During the capture of Kharkov, the Germans found a entire tank factory with a number of uncompleted T-34 tanks. These were completed and the resulting Tank Company of 18 T-34 served with the Das Reich SS Panzer Grenadier Division during the Battle of Kursk and for months afterwards until they wore out.

Andrew Lynch August 21, 2013 at 1:51 pm

Either my eyes are playing tricks on me, (Quite possible, I left my glasses in work) or Himmler is inspecting a captured T34?

Spenny August 20, 2013 at 11:32 pm

I think you’ll find Heinrich Himmler is examining a captured T34 tank of the Das Reich Division. (it’s only because I care not because I’m a nerd – I love this site such a great concept)

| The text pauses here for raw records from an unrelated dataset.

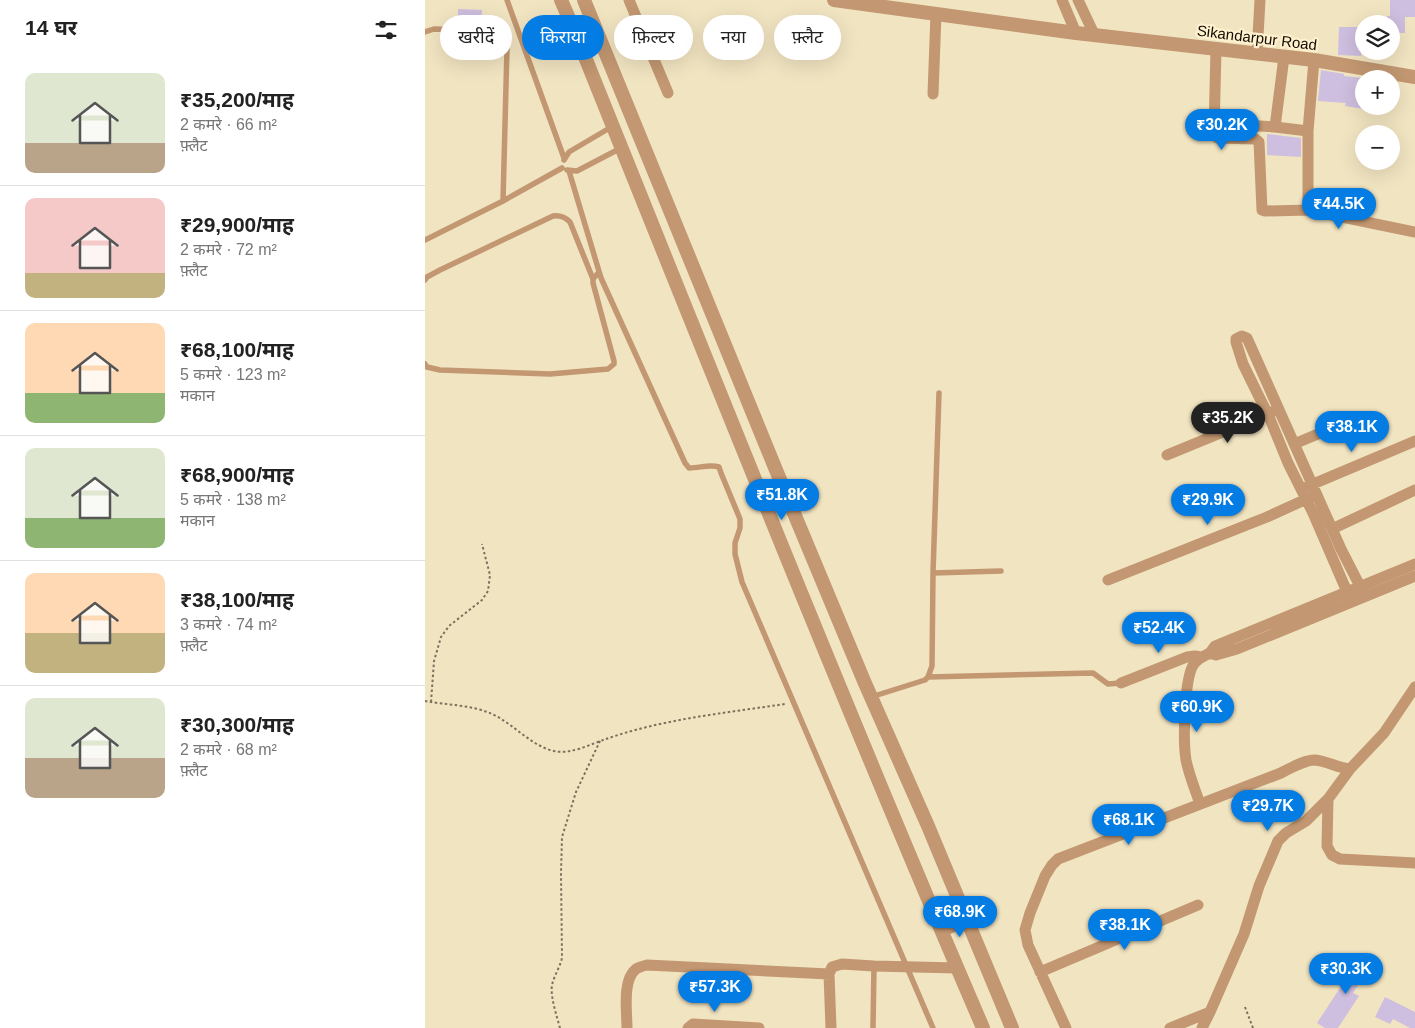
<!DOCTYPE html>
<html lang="hi">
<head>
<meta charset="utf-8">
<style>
  :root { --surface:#fff; --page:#f2f2f2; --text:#222; --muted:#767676; --line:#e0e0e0; --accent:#037ce3 }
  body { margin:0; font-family:Helvetica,"Noto Sans Devanagari",sans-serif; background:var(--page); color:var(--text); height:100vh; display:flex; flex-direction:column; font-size:19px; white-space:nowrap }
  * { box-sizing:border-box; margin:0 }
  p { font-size:16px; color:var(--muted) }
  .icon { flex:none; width:28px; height:28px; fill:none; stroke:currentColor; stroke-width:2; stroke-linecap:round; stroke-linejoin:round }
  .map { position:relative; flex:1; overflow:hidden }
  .details { display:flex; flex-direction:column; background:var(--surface); width:425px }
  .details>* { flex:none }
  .banner { position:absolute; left:15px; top:15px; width:475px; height:45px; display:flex; gap:10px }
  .tools { position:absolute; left:930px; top:15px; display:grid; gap:10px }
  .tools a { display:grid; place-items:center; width:45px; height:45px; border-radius:50%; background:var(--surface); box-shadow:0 5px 20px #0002; font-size:25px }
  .price { position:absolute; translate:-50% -42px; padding:0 11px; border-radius:18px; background:var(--accent); color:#fff; font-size:16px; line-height:32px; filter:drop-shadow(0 1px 2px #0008) }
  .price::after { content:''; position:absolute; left:50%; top:30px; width:15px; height:11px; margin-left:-8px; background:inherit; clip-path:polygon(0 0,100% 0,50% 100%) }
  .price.selected { background:#222; color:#fff }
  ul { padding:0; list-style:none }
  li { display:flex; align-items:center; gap:15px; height:125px; padding:0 25px }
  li+li { border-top:1px solid var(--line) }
  li span { display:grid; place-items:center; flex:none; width:140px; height:100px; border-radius:10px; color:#555 }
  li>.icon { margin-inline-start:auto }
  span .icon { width:60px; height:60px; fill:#fffc; stroke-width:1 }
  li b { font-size:21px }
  h2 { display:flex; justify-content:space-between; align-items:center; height:60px; padding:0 25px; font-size:21px }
  .pill { padding:0 18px; border-radius:22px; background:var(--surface); box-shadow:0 5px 20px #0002; font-size:18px; line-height:45px }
  .pill.selected { background:var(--accent); color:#fff }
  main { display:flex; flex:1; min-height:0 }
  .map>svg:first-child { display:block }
  .building { fill:#cebedf }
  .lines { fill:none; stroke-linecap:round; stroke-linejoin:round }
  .path { stroke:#7b725d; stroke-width:2; stroke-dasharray:2.5 2.5; stroke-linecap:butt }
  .service { stroke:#c29771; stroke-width:5.5 }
  .minor { stroke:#c29771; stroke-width:11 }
  .tertiary { stroke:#c29771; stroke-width:14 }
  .labels { text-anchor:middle; stroke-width:4.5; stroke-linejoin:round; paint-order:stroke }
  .street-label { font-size:15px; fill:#120d03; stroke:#fff1ce }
</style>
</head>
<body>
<main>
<section class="details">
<h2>14 घर<svg class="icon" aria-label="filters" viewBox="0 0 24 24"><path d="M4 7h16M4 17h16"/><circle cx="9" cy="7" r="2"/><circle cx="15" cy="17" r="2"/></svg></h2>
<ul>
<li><span style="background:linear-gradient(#dfe7d0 70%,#b9a48a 0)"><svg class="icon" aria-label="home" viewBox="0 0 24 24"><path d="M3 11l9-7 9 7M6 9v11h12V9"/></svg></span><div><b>₹35,200/माह</b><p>2 कमरे · 66 m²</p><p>फ़्लैट</p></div></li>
<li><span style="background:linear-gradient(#f6c9c9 75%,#c2b280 0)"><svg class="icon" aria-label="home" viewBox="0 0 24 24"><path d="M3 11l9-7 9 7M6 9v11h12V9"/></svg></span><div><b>₹29,900/माह</b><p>2 कमरे · 72 m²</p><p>फ़्लैट</p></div></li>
<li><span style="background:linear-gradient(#ffd9b3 70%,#8fb573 0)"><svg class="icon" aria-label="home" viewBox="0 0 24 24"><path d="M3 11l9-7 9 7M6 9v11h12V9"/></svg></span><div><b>₹68,100/माह</b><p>5 कमरे · 123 m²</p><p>मकान</p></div></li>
<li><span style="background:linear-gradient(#dfe7d0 70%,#8fb573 0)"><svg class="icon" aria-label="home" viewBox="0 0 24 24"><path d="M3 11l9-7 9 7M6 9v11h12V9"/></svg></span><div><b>₹68,900/माह</b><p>5 कमरे · 138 m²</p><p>मकान</p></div></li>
<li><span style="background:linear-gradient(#ffd9b3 60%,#c2b280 0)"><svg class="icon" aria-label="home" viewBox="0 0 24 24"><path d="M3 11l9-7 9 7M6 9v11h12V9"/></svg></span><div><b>₹38,100/माह</b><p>3 कमरे · 74 m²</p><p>फ़्लैट</p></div></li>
<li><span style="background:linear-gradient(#dfe7d0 60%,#b9a48a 0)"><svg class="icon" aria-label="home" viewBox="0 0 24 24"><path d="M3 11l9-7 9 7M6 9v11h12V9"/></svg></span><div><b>₹30,300/माह</b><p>2 कमरे · 68 m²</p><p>फ़्लैट</p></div></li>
</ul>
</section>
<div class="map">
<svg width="990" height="1028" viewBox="0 0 990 1028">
  <rect width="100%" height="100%" fill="#f1e4c1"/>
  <path class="building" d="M965 0H990V17H980V33H966V24H962V16H965Z
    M33 9 57 10 56 26 33 25Z
    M914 27H937L936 56 913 55Z
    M896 70 919 74V76L939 78V109L920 106 921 103 893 101Z
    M842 134 876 138V157L842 155Z
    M938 953 949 961 928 993 934 996 913 1028H900L892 1023Z
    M960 997 990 1012V1028H985L968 1019 965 1024 950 1017Z"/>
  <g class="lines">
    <path class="path" d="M0 701C21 705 48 705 67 714 89 724 106 746 129 751 145 755 166 744 181 739 238 719 300 713 360 704
      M6 702 9 661 16 637 24 626 57 600 63 591 65 575 57 544
      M820 1007 828 1028
      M135 1028C132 1017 125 996 127 985 129 976 135 967 137 958L136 873 137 837 151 792 175 741"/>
    <path class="service" d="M82 0 139 158
      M0 32 9 29 75 31 79 38 82 48 78 201
      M139 160 144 152 188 126
      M142 170 152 171 196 148
      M144 171 176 278 260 463 264 468C275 468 284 464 294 467L296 473 315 519V528L310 543V554L317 582 508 1028
      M0 240 78 201 137 168
      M0 280 2 277 15 270 128 216C135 215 140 217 145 222L168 279
      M0 364 2 367 15 370 125 374 183 369 189 364V361L168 283V279L174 272
      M508 573 576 571
      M503 677 668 673 683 684 696 683
      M446 697 500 680 503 677 507 666 508 573 514 393
      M448 1028 449 966"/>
    <path class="minor" d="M204 0 243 93
      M637 0 651 33
      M653 0 670 36
      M791 49 789 133 790 136 793 138 830 139 834 142 837 210 840 211 883 210 990 232
      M832 54 835 0
      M508 94 511 14
      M789 123 850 127 883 131
      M850 127 859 57
      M883 210V131L889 60
      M869 444 912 426
      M742 455 849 411
      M881 487 990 441
      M907 529 990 490
      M990 564 790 646 785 653 791 655 812 649 990 576
      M683 580 842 517 886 497
      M926 601 888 513 863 463 845 419 818 364 811 342V339L817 336 822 338 916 549 940 596
      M696 683 762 657 770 656 776 657
      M903 799 902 846 907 855 915 859 990 863
      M775 804C770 789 764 775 761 760 758 742 759 677 769 664 773 658 779 656 785 653
      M615 972 773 905
      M202 1028C202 1012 197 980 211 969 214 967 218 966 222 965L404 974
      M263 1028 268 1024 334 1028
      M406 1028 404 974 407 967 417 964 449 966 532 968
      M641 1028 603 945 600 930 605 913 620 876 627 865 633 859 856 773C866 768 879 760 890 760 902 761 913 768 925 769
      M745 1028 785 1012
      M777 1028 785 1012 819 934 834 886 853 841 861 833 881 821 903 799 925 769 959 733 990 687"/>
    <path class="tertiary" d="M136 0 152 37C285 368 417 700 558 1028
      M159 0 351 470 439 681 503 826 587 1028
      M409 0 651 33 889 60 990 77
      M517 930 542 919"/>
  </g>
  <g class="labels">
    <g class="street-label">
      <text transform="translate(832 38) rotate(7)" y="5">Sikandarpur Road</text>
    </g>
  </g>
</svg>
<div class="tools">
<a><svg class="icon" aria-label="layers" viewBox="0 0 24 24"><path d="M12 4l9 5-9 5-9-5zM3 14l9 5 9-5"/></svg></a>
<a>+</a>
<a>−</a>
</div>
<b class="price" style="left:797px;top:151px">₹30.2K</b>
<b class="price" style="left:914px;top:230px">₹44.5K</b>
<b class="price selected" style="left:803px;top:444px">₹35.2K</b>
<b class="price" style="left:927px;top:453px">₹38.1K</b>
<b class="price" style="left:357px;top:521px">₹51.8K</b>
<b class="price" style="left:783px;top:526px">₹29.9K</b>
<b class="price" style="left:734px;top:654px">₹52.4K</b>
<b class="price" style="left:772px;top:733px">₹60.9K</b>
<b class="price" style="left:843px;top:832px">₹29.7K</b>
<b class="price" style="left:704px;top:846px">₹68.1K</b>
<b class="price" style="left:535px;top:938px">₹68.9K</b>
<b class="price" style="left:700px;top:951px">₹38.1K</b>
<b class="price" style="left:921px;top:995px">₹30.3K</b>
<b class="price" style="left:290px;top:1013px">₹57.3K</b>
<div class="banner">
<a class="pill">खरीदें</a>
<a class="pill selected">किराया</a>
<a class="pill">फ़िल्टर</a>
<a class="pill">नया</a>
<a class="pill">फ़्लैट</a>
</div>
</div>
</main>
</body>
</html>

Rickdeb Sen August 20, 2013 at 8:59 pm

hi!
I am an avid reader of ur blog and is one of the first websites i open every morning. i hope that conveys how highly i regard the work you are doing.
Anyways. there is an error in the caption “Reichsführer der SS Heinrich Himmler examines a Tiger tank of the Das Reich Division, near Kharkov, April 1943.” as those are all captures T34s. Please note the extra large Wehrmacht crosses. Those were specifically designed so as not to draw enemy and Stuka fire. The tank in the back is a Mach IV, clearly visible is the guner poking his head from a wide door in the turret which the Tiger never had. The tank further behind is also a Mach IV.
more details here— http://www.achtungpanzer.com/panzerkampfwagen-t-34r-soviet-t-34-in-german-service.htm

Also a very interesting spinnet of information which came to my mind upon seeing the last pic—http://imgur.com/gallery/GmPdh

Thank you and keep up the good work!

T-Cress August 20, 2013 at 3:14 pm

And by “captures T-34″ I of course mean “captured T-34″

T-Cress August 20, 2013 at 3:13 pm

I’m no expert – but the second-to-last picture I don’t think Himmler’s examining a Tiger, is he? Isn’t that a captures T-34? Can someone who knows what they’re talking about weigh in?